= Material for this exercise =
————
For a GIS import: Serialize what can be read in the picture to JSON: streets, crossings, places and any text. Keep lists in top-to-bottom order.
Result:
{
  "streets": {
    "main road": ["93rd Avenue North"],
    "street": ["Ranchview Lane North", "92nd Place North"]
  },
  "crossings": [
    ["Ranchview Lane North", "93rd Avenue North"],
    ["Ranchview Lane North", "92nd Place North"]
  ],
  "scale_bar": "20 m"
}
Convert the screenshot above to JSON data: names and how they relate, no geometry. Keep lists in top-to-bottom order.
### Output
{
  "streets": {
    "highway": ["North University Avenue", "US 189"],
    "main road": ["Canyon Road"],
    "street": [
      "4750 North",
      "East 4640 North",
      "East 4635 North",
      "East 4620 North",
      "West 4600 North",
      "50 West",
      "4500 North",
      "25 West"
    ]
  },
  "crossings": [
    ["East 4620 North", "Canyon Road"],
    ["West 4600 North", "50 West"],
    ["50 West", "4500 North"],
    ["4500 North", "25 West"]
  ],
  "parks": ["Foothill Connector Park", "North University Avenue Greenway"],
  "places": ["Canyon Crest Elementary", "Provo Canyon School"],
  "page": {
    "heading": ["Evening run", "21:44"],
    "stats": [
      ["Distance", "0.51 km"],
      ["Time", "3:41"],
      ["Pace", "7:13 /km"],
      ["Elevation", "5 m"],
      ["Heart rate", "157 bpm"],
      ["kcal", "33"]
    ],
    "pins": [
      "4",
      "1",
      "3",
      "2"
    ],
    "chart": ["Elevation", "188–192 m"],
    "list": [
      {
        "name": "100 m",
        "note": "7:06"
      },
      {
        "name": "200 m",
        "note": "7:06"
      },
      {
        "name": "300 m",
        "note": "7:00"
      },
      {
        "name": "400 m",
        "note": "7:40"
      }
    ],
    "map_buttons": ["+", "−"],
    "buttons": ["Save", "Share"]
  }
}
————
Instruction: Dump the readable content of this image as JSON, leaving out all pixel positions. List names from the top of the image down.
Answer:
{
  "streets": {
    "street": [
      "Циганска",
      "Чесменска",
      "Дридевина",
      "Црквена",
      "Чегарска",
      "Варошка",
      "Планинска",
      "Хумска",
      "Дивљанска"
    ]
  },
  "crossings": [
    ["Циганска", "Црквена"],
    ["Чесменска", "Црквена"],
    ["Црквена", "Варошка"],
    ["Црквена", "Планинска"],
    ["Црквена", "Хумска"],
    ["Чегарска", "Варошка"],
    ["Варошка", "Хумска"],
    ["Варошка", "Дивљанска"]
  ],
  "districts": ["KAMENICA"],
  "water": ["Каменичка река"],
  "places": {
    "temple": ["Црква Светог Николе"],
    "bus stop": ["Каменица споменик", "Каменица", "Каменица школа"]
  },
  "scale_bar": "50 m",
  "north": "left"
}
————
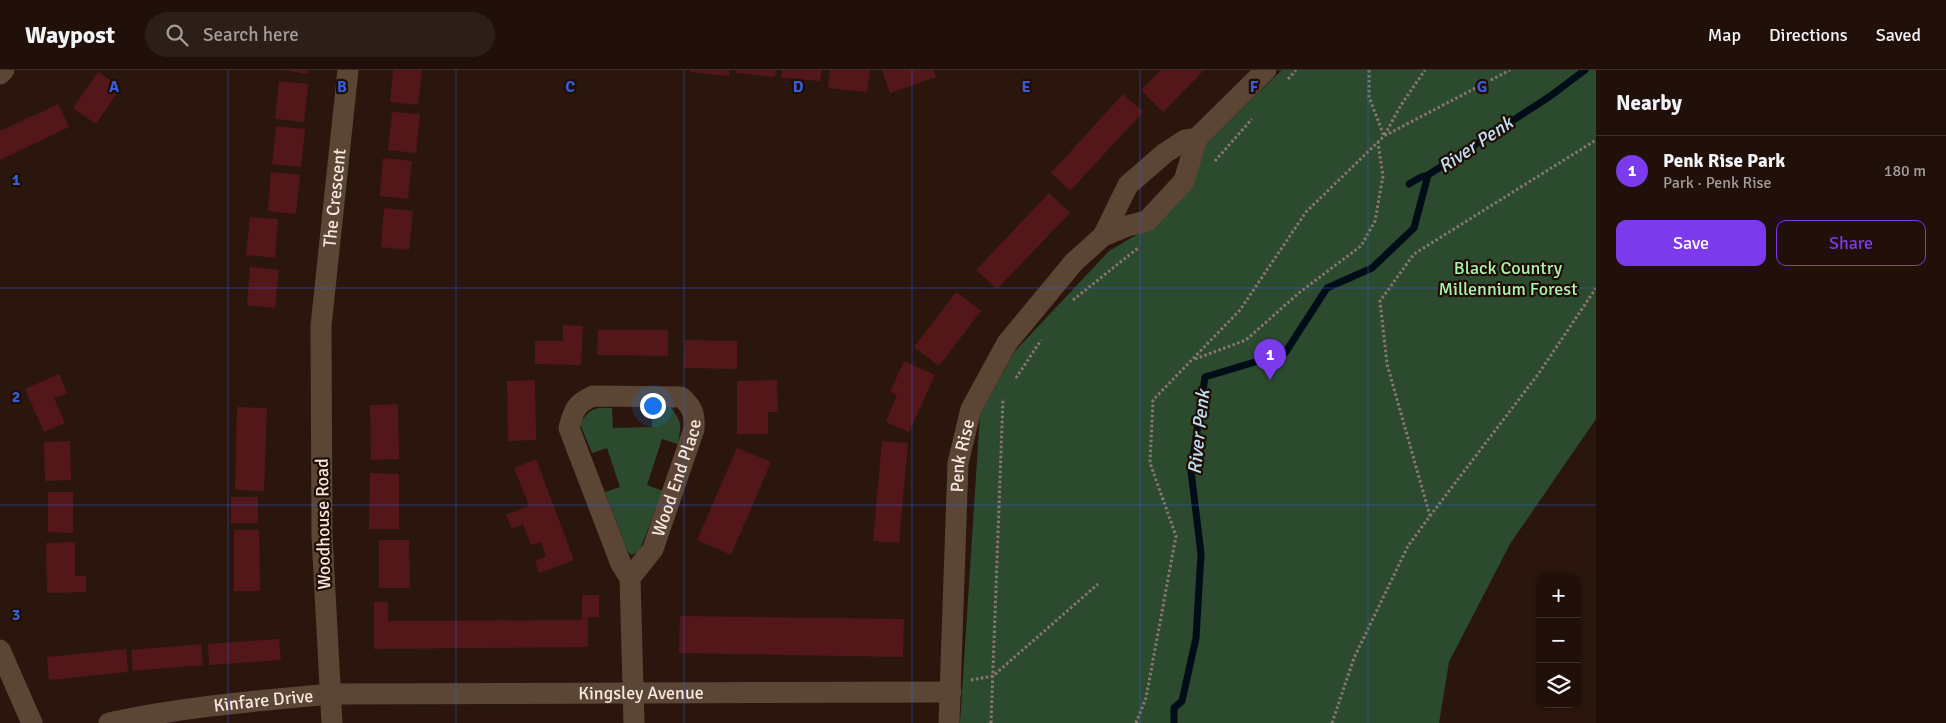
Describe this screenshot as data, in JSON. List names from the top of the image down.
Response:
————
= Task description =
List every line above that holds the word "down".

= Your response =
Instruction: Dump the readable content of this image as JSON, leaving out all pixel positions. List names from the top of the image down.
Describe this screenshot as data, in JSON. List names from the top of the image down.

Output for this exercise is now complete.